To do
The records below are to be returned word for word, with pictures left out.

Material provided
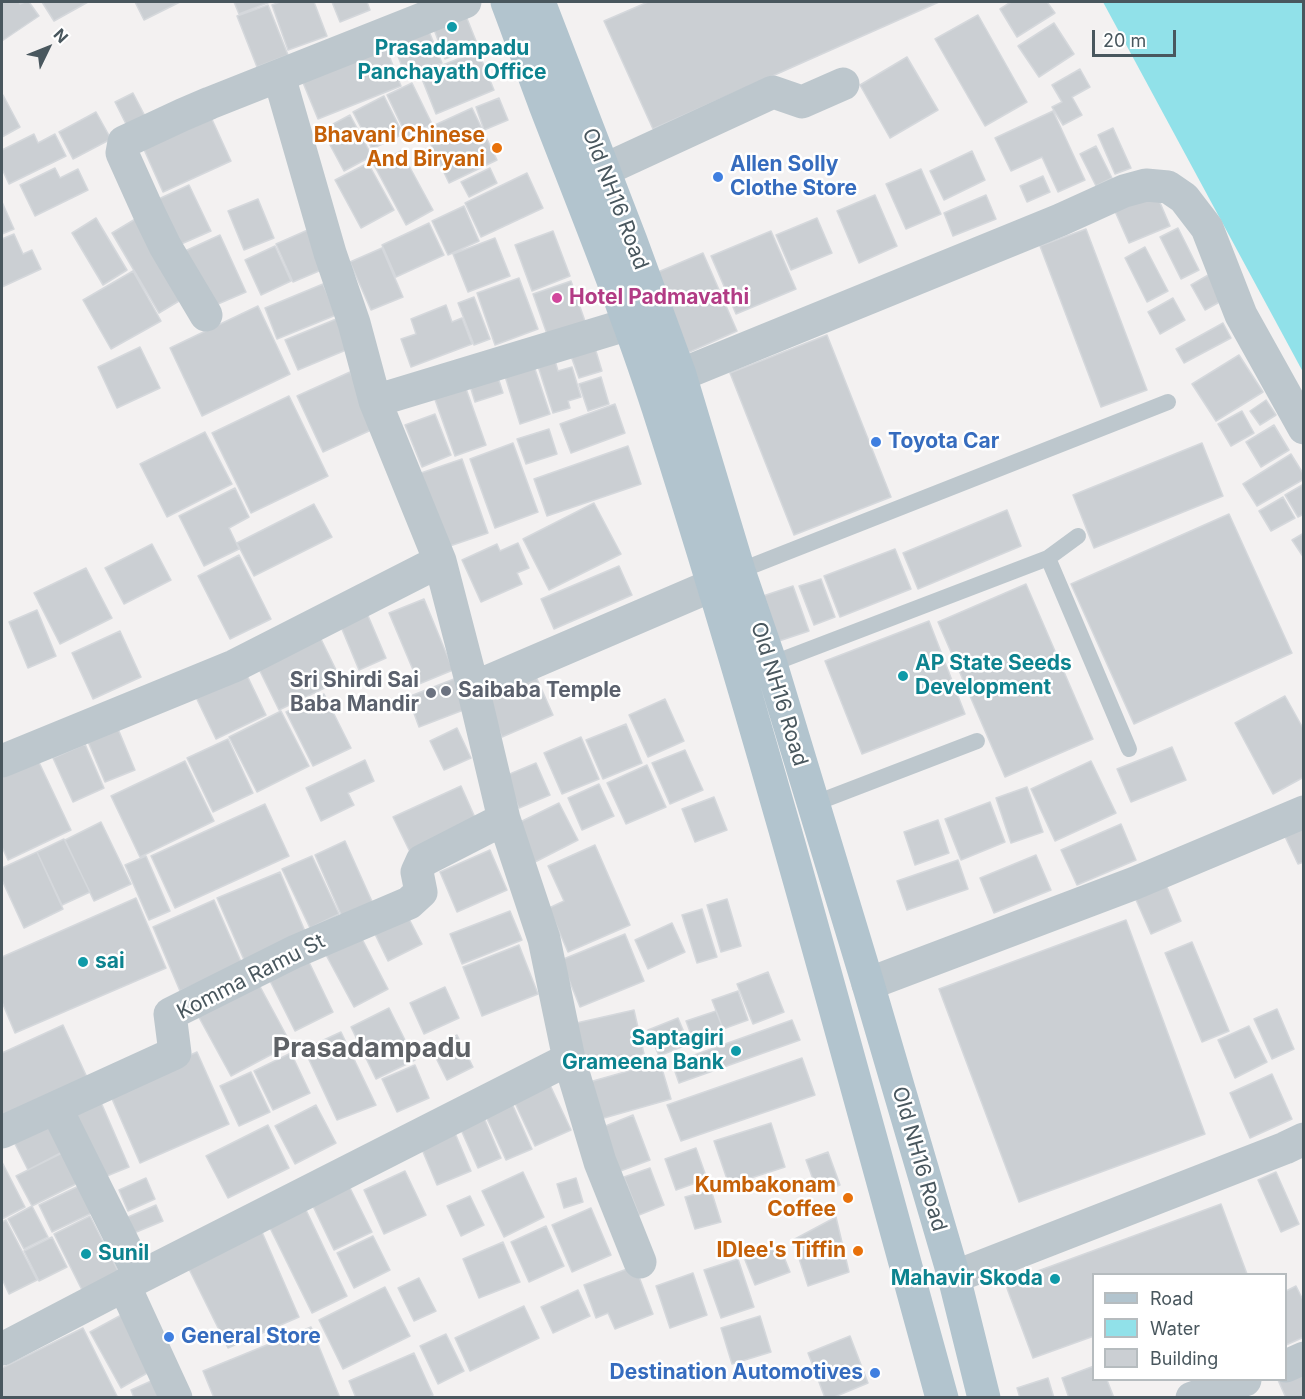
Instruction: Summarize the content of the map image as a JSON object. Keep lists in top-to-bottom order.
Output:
{
  "streets": {
    "main road": ["Old NH16 Road"],
    "street": ["Komma Ramu St"]
  },
  "districts": ["Prasadampadu"],
  "places": [
    "Prasadampadu Panchayath Office",
    "Bhavani Chinese And Biryani",
    "Allen Solly Clothe Store",
    "Hotel Padmavathi",
    "Toyota Car",
    "AP State Seeds Development",
    "Saibaba Temple",
    "Sri Shirdi Sai Baba Mandir",
    "sai",
    "Saptagiri Grameena Bank",
    "Kumbakonam Coffee",
    "IDlee's Tiffin",
    "Sunil",
    "Mahavir Skoda",
    "General Store",
    "Destination Automotives"
  ],
  "legend": ["Road", "Water", "Building"],
  "scale_bar": "20 m",
  "north": "top right"
}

Task result
Instruction: Summarize the content of the map image as a JSON object. Keep lists in top-to-bottom order.
Output:
{
  "streets": {
    "main road": ["Old NH16 Road"],
    "street": ["Komma Ramu St"]
  },
  "districts": ["Prasadampadu"],
  "places": [
    "Prasadampadu Panchayath Office",
    "Bhavani Chinese And Biryani",
    "Allen Solly Clothe Store",
    "Hotel Padmavathi",
    "Toyota Car",
    "AP State Seeds Development",
    "Saibaba Temple",
    "Sri Shirdi Sai Baba Mandir",
    "sai",
    "Saptagiri Grameena Bank",
    "Kumbakonam Coffee",
    "IDlee's Tiffin",
    "Sunil",
    "Mahavir Skoda",
    "General Store",
    "Destination Automotives"
  ],
  "legend": ["Road", "Water", "Building"],
  "scale_bar": "20 m",
  "north": "top right"
}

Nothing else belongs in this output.